Kundera hablaba de cómo la vida se siente más ligera cuando uno no se aferra demasiado a lo que ocurre, cuando fluye sin carga. Pero el dolor es todo lo contrario: es una ancla que te arrastra al suelo, que te hace consciente de cada milímetro de tu existencia.

-La gente continúa con su vida, pero tú no puedes seguirles el ritmo.
-No quieres quejarte demasiado porque cansas.
-Tampoco quieres minimizarlo porque no te toman en serio.
– No deseas resignarte, pero tampoco tienes otra opción.

Y en medio de todo eso, el dolor sigue ahí, robándote espacio, tiempo, energía.

Aprender a habitar el cuerpo de nuevo

No tengo soluciones mágicas. No sé si el dolor pasará pronto o si tendré que aprender a vivir con él.
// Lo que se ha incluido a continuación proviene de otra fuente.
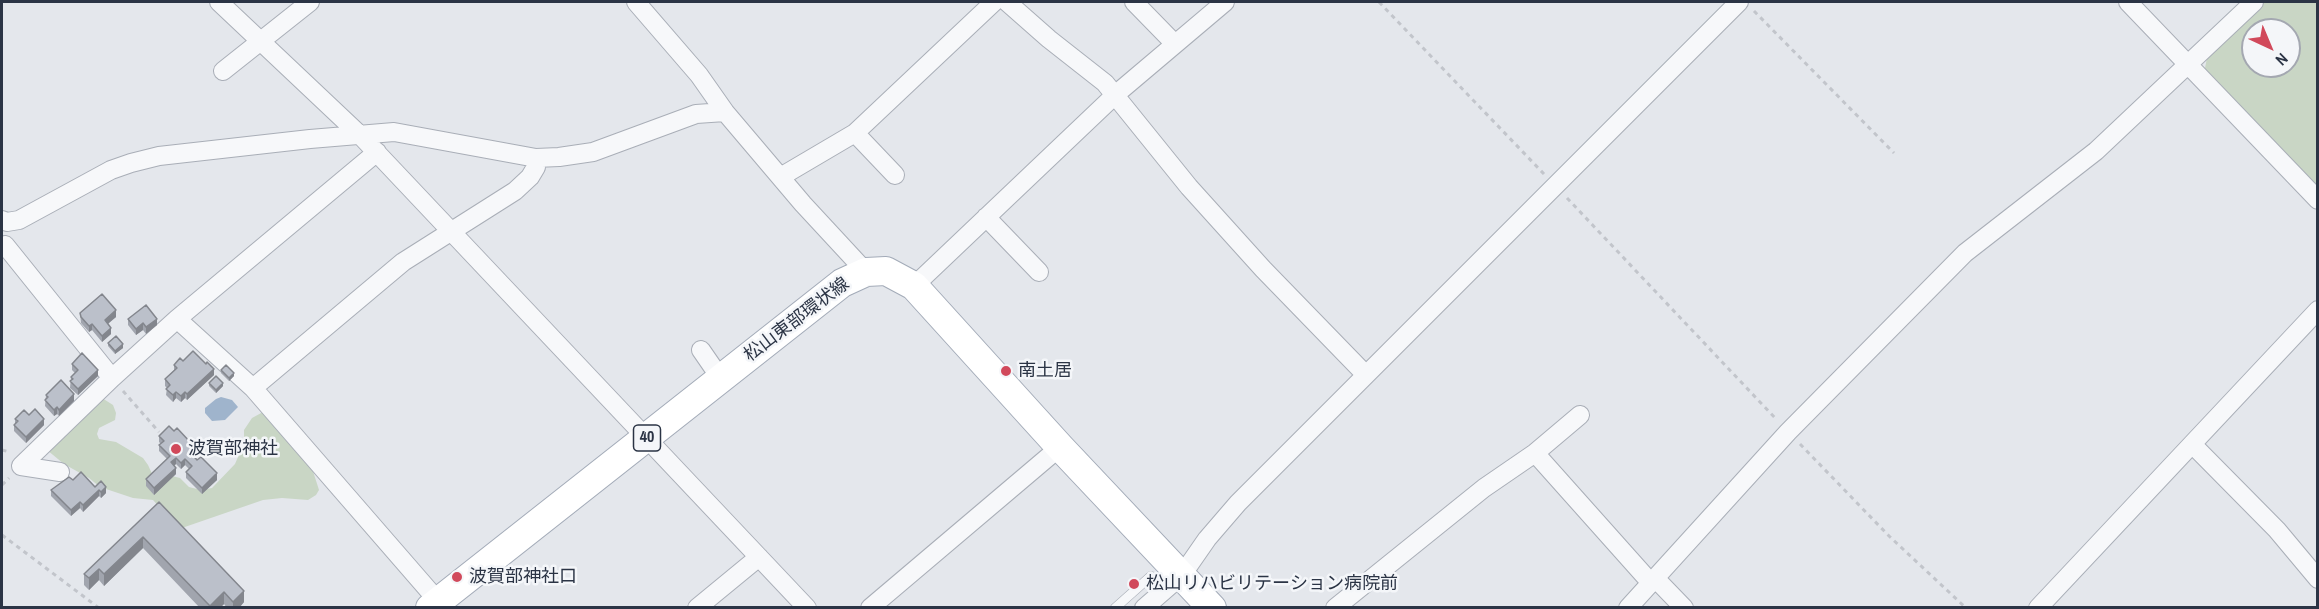 <!DOCTYPE html>
<meta charset="utf-8">
<style>
body{margin:0}
#map{position:relative;width:2319px;height:609px;overflow:hidden;background:#e4e7ec;font-family:"Archivo Narrow",sans-serif}
canvas{display:block}
.frame{position:absolute;inset:0;border:3px solid #2b3445;pointer-events:none}
.north{position:absolute;left:2241px;top:18px;width:60px;height:60px;box-sizing:border-box;background:#f4f6f9;border:2px solid #a4a8b1;border-radius:50%;rotate:136deg;font-size:16px;font-weight:700;line-height:24px;text-align:center;color:#2b3445}
.north::after{content:'';display:block;margin:auto;width:21px;height:27px;background:#d1495b;clip-path:polygon(50% 0,100% 100%,50% 72%,0 100%)}
</style>
<div id="map">
<canvas width="2319" height="609"></canvas>
<div class="frame"></div>
<div class="north">N</div>
</div>
<script>
const ctx = document.querySelector('canvas').getContext('2d');
ctx.lineJoin = 'round';
function fill(path, color) {
  ctx.fillStyle = color;
  ctx.fill(path, 'evenodd');
}
function shape(rows) {
  const path = new Path2D();
  for (const r of rows) {
    path.moveTo(r[0], r[1]);
    for (let i = 2; i < r.length; i += 2) path.lineTo(r[i], r[i + 1]);
  }
  return path;
}
function stroke(path, color, width, dash) {
  ctx.strokeStyle = color;
  ctx.lineWidth = width;
  ctx.lineCap = dash ? 'butt' : 'round';
  ctx.setLineDash(dash || []);
  ctx.stroke(path);
}
function drawText(font, color, halo, rows, align = 'center') {
  ctx.font = font + ' "Archivo Narrow","Noto Sans JP",sans-serif';
  ctx.lineWidth = 5;
  ctx.setLineDash([]);
  ctx.textBaseline = 'middle';
  ctx.strokeStyle = halo;
  ctx.fillStyle = color;
  for (const [text, x, y, turn = 0] of rows) {
    ctx.save();
    ctx.translate(x, y);
    ctx.rotate((+turn || 0) * Math.PI / 180);
    ctx.textAlign = isNaN(turn) ? turn : align;
    if (halo) ctx.strokeText(text, 0, 0);
    ctx.fillText(text, 0, 0);
    ctx.restore();
  }
}
const green = shape([
 [2263,2,2317,2,2317,189,2204,73,2207,58],
 [2253,30,2289,30,2289,66,2253,66],
 [102,398,113,405,116,413,115,420,99,428,97,434,99,439,116,442,143,458,148,465,154,478,172,476,180,478,189,487,201,490,212,488,235,464,244,443,244,430,252,418,263,412,311,465,319,490,316,495,308,500,282,498,263,500,179,529,153,500,133,498,100,487,89,478,64,464,47,450]
]);
const water = shape([
 [221,397,232,400,238,407,225,420,212,421,205,413,205,408,216,399]
]);
const path = shape([
 [1379,2,1544,174],
 [1754,11,1894,153],
 [1567,198,1777,420],
 [123,391,159,432],
 [1800,444,1889,536,1966,608],
 [2,450,10,452],
 [2,485,9,478],
 [2,535,99,608]
]);
const lane = shape([
 [1115,608,1151,576,1164,590]
]);
const street = shape([
 [219,2,361,136,807,608],
 [636,2,699,75,725,112,803,204,866,272],
 [1007,2,1049,39,1105,83,1189,187,1263,269,1365,374],
 [1134,2,1175,44],
 [2128,2,2318,200],
 [223,71,310,2],
 [855,133,895,175],
 [782,176,855,133,994,2],
 [986,217,1039,272],
 [2,220,7,222,19,220,111,170,131,163,159,156,310,139,394,132,536,158,559,157,593,152,696,114,725,112],
 [5,245,112,378],
 [914,286,1115,95,1225,2],
 [177,319,253,388,444,608],
 [701,350,721,379],
 [253,388,403,262,515,191,530,177,536,167,536,158],
 [2192,444,2277,530,2318,579],
 [1535,453,1651,583],
 [21,466,112,378,177,319,377,152],
 [21,466,60,472],
 [1655,578,1684,608],
 [697,608,759,557],
 [870,608,1060,447],
 [1144,608,1182,575,1207,539,1238,503,1739,2],
 [1335,608,1484,488,1535,453,1580,415],
 [1628,608,1788,432,1965,253,2096,151,2254,2],
 [2038,608,2318,310]
]);
const primary = shape([
 [430,608,842,283,866,272,886,271,914,286,1060,447,1212,608]
]);
const wall = shape([
 [80,313,116,317,108,324,111,334,102,342,92,330,89,332,81,323],
 [128,319,157,325,146,334,143,330,136,335,128,325],
 [108,343,123,348,115,354,108,346],
 [183,361,214,375,187,400,185,398,181,402,176,398,173,402,166,395,167,388,165,386,165,379,174,370,174,365],
 [72,364,98,376,78,395,70,388,71,377,75,373,72,370],
 [221,370,234,376,229,381,221,373],
 [209,383,223,386,216,393,209,386],
 [46,395,74,401,59,416,57,414,54,416,45,406],
 [29,415,44,425,26,443,14,431,14,425,15,424,15,419],
 [159,436,191,449,193,456,217,480,202,494,186,478,186,472,189,469,185,465,181,469,176,464,174,466,176,474,154,495,146,486,146,479,167,459,159,451,159,445,161,444,159,442],
 [73,480,95,487,106,493,101,498,99,496,83,512,80,508,71,516,51,496,51,490],
 [159,502,244,602,239,608,227,608,224,604,220,608,200,608,143,548,104,586,99,580,89,590,84,585,84,574]
]);
const shadedWall = shape([
 [116,310,116,317,105,326,105,320],
 [157,319,157,325,146,334,146,327],
 [143,323,143,330,136,335,136,329],
 [92,324,92,330,89,332,89,326],
 [111,328,111,334,102,342,102,336],
 [123,344,123,348,115,354,115,351],
 [214,369,214,375,187,400,187,394],
 [98,370,98,376,78,395,78,389],
 [234,373,234,376,229,381,229,378],
 [223,383,223,386,216,393,216,390],
 [176,392,176,398,173,402,173,395],
 [185,392,185,398,181,402,181,396],
 [74,394,74,401,59,416,59,410],
 [57,407,57,414,54,416,54,410],
 [44,419,44,425,26,443,26,437],
 [176,458,176,464,171,468,171,462],
 [185,459,185,465,181,469,181,463],
 [176,468,176,474,154,495,154,488],
 [217,473,217,480,202,494,202,488],
 [106,487,106,493,101,498,101,492],
 [99,490,99,496,83,512,83,505],
 [80,502,80,508,71,516,71,510],
 [143,537,143,548,104,586,104,574],
 [99,569,99,580,89,590,89,578],
 [244,591,244,602,239,608,233,608,233,602],
 [224,592,224,604,220,608,210,608,210,606]
]);
const building = shape([
 [102,294,116,310,105,320,111,328,102,336,92,324,89,326,81,317,80,313,102,294],
 [146,305,157,319,146,327,143,323,136,329,128,319,146,305],
 [116,336,123,344,115,351,108,343,116,336],
 [193,351,206,364,207,362,214,369,187,394,185,392,181,396,176,392,173,395,166,389,170,385,165,379,177,368,174,365,180,358,183,361,193,351],
 [82,353,98,370,78,389,70,381,73,379,71,377,78,370,72,364,82,353],
 [226,365,234,373,229,378,221,370,226,365],
 [216,376,223,383,216,390,209,383,216,376],
 [61,380,74,394,59,410,57,407,54,410,45,400,48,397,46,395,61,380],
 [35,409,44,419,26,437,14,425,18,421,15,419,24,410,29,415,35,409],
 [169,426,174,431,177,428,191,443,188,446,193,451,191,453,197,460,201,457,217,473,202,488,186,472,192,466,185,459,181,463,176,458,171,462,176,468,154,488,146,479,170,456,159,445,164,441,159,436,169,426],
 [81,472,95,487,101,481,106,487,101,492,99,490,83,505,80,502,71,510,51,490,69,477,73,480,81,472],
 [159,502,244,591,233,602,224,592,210,606,143,537,104,574,99,569,89,578,84,574,159,502]
]);
const markers = [
 [1006,371,6,"#d1495b"],
 [176,449,6,"#d1495b"],
 [457,577,6,"#d1495b"],
 [1134,584,6,"#d1495b"]
];
const shields = [
 [647,438,27]
];
const shieldNames = [
 ["40",647,438]
];
const streetNames = [
 ["松山東部環状線",797,320,-37]
];
const poiNames = [
 ["南土居",1018,371],
 ["波賀部神社",188,449],
 ["波賀部神社口",469,577],
 ["松山リハビリテーション病院前",1146,584]
];
fill(green, '#c9d6c5');
fill(water, '#9fb4cc');
stroke(lane, '#a9aeb7', 10);
stroke(street, '#a9aeb7', 20);
stroke(primary, '#a3abb8', 30);
stroke(path, '#c2c5cb', 3, [4.5, 4.5]);
stroke(lane, '#f7f8fa', 9);
stroke(street, '#f7f8fa', 18);
stroke(primary, '#fff', 28);
fill(wall, '#a1a5ae');
fill(shadedWall, '#83868d');
fill(building, '#bbc0ca');
stroke(building, '#83868d', 1.5);
for (const [x, y, r, color] of markers) {
  const dot = new Path2D();
  dot.arc(x, y, r, 0, 2 * Math.PI);
  ctx.fillStyle = color;
  ctx.fill(dot);
  stroke(dot, '#f4f6f9', 2);
}
for (const [x, y, w] of shields) {
  const box = new Path2D();
  box.roundRect(x - w / 2, y - 13, w, 26, 4.5);
  ctx.fillStyle = '#f4f6f9';
  ctx.fill(box);
  stroke(box, '#2b3445', 1.5);
}
drawText('bold 16px', '#2b3445', null, shieldNames);
drawText('18px', '#2b3445', '#f4f6f9', streetNames);
drawText('18px', '#2b3445', '#f4f6f9', poiNames, 'left');
</script>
Pero mientras tanto, intento encontrar pequeñas estrategias para que no lo ocupe todo:

Cani y su forma de moverse libremente me recuerdan que el cuerpo, aun limitado, necesita movimiento.
La infusión Relax que intento beber durante todo el día es un recordatorio de que hay que cuidarse, aunque cueste.
El mindfulness en la voz de García Campayo me ayuda a no pelearme con el dolor, a no hacer que duela más de lo que ya duele.

Kundera decía que la levedad es efímera, que no deja huella, pero que el peso es lo que realmente nos da profundidad. Quizás, en ese sentido, el dolor también nos da algo: nos enseña a habitar el cuerpo con más conciencia, a encontrar equilibrio dentro de lo que parece insoportable.

El dolor físico es real, pero la vida también lo es. Y aunque a veces parezca que el cuerpo nos atrapa, seguimos aquí, resistiendo, habitándonos como podemos.

Y mientras tanto, aquí estoy, vestida como si estuviera a punto de enfrentar el invierno siberiano: una camisa polar verde de cuadros, una bata con estrellas por encima, un gorro de lana, una manta de lunares grandes de colores envolviéndome y un peluche blanco de perro delante de mí, como si fuera mi guardián silencioso.

Supongo que este es mi equilibrio entre peso y levedad: por dentro, Kundera y el existencialismo; por fuera, el disfraz de abuela excéntrica a la que solo le falta un gato en el regazo (para gatos…) tengo seis.

Así que, en el fondo, quizás sí hay un poco de levedad en todo esto.